- **SUPPLIED DATA**
* * * *

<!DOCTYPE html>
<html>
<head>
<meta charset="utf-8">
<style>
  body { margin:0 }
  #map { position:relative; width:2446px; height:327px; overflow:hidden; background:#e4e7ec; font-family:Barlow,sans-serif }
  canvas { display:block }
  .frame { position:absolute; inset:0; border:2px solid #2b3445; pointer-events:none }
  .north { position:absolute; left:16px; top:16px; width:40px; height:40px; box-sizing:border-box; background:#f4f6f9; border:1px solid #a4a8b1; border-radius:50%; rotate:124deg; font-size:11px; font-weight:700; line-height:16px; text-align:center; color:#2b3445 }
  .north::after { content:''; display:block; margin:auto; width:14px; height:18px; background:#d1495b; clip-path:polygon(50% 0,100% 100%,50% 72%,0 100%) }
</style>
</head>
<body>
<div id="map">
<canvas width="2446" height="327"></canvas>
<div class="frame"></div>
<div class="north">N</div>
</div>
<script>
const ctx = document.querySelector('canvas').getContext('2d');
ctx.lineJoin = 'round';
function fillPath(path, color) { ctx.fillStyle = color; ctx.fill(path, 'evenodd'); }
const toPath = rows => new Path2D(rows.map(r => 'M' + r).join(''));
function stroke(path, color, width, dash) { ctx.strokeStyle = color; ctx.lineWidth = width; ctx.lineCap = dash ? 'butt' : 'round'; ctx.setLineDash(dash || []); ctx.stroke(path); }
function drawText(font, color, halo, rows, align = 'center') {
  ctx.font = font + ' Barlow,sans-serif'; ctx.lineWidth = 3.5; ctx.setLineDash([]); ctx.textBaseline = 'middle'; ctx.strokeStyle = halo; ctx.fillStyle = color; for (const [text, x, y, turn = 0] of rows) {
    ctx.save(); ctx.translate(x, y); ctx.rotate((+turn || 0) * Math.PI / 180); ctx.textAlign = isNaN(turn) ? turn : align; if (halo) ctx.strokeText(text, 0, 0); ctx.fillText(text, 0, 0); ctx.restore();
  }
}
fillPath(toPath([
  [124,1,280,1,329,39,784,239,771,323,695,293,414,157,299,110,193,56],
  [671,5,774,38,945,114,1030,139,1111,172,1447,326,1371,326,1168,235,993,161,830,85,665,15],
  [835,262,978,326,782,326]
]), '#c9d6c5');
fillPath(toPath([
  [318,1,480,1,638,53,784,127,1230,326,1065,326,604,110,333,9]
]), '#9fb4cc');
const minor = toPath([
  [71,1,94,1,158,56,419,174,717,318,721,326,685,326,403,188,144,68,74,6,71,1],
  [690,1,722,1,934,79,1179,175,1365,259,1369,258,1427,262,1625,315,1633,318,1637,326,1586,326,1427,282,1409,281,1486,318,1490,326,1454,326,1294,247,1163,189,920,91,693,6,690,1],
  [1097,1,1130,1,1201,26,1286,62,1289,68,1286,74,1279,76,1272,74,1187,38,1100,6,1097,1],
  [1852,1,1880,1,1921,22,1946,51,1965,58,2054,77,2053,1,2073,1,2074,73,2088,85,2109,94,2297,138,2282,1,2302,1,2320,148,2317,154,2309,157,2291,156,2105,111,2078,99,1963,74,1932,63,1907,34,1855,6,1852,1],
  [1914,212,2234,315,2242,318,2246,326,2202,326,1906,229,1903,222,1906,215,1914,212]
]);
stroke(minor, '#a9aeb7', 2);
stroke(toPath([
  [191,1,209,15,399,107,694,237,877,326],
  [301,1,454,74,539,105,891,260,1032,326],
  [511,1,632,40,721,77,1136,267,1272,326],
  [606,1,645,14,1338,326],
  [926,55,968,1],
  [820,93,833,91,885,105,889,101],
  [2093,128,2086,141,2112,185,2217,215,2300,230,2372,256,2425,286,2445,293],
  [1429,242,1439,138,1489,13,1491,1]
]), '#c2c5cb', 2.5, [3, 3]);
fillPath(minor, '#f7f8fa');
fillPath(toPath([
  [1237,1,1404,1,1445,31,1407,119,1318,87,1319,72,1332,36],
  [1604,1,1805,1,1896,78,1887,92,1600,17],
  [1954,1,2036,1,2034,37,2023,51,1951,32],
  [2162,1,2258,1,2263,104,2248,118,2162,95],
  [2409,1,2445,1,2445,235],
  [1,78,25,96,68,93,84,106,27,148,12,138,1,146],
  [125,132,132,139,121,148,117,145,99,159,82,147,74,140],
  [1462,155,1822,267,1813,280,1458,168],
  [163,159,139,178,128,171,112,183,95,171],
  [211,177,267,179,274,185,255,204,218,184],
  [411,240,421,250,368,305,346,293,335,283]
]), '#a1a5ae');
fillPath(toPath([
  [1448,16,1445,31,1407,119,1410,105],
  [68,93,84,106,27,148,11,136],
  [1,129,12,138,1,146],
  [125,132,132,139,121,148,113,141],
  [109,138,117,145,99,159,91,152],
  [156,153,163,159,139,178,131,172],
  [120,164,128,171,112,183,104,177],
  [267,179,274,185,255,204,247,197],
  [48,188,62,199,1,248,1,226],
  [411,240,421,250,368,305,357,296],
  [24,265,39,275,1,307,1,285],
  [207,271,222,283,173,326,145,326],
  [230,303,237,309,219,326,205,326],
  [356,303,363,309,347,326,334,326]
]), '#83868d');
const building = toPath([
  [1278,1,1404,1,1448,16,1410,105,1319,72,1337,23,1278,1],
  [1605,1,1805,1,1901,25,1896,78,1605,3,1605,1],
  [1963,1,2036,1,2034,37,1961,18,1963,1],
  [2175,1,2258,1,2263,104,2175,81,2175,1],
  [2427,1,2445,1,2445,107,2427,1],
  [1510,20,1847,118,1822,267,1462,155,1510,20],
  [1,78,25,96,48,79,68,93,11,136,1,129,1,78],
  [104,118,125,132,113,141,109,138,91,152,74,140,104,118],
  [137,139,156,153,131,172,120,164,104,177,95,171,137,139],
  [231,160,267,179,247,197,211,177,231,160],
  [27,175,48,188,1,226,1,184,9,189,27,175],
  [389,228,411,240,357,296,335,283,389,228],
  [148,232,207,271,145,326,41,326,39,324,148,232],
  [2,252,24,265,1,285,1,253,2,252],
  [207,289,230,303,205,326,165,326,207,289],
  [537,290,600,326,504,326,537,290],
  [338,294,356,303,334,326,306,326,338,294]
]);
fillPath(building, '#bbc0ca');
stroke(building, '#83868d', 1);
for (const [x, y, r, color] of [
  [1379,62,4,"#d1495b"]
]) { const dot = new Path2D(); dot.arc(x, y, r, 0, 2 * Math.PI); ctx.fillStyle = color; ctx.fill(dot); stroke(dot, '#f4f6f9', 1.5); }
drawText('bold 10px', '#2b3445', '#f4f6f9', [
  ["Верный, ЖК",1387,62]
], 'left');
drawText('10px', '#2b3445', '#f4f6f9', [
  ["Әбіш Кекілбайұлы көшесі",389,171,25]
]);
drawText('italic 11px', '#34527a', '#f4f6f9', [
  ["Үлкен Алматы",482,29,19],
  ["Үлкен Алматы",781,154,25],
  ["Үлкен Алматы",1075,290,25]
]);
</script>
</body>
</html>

* * * *

- **WORK TO COMPLETE**
Please give the number of lines above containing "strokeStyle" and nothing else.

- **ANSWER AREA**
2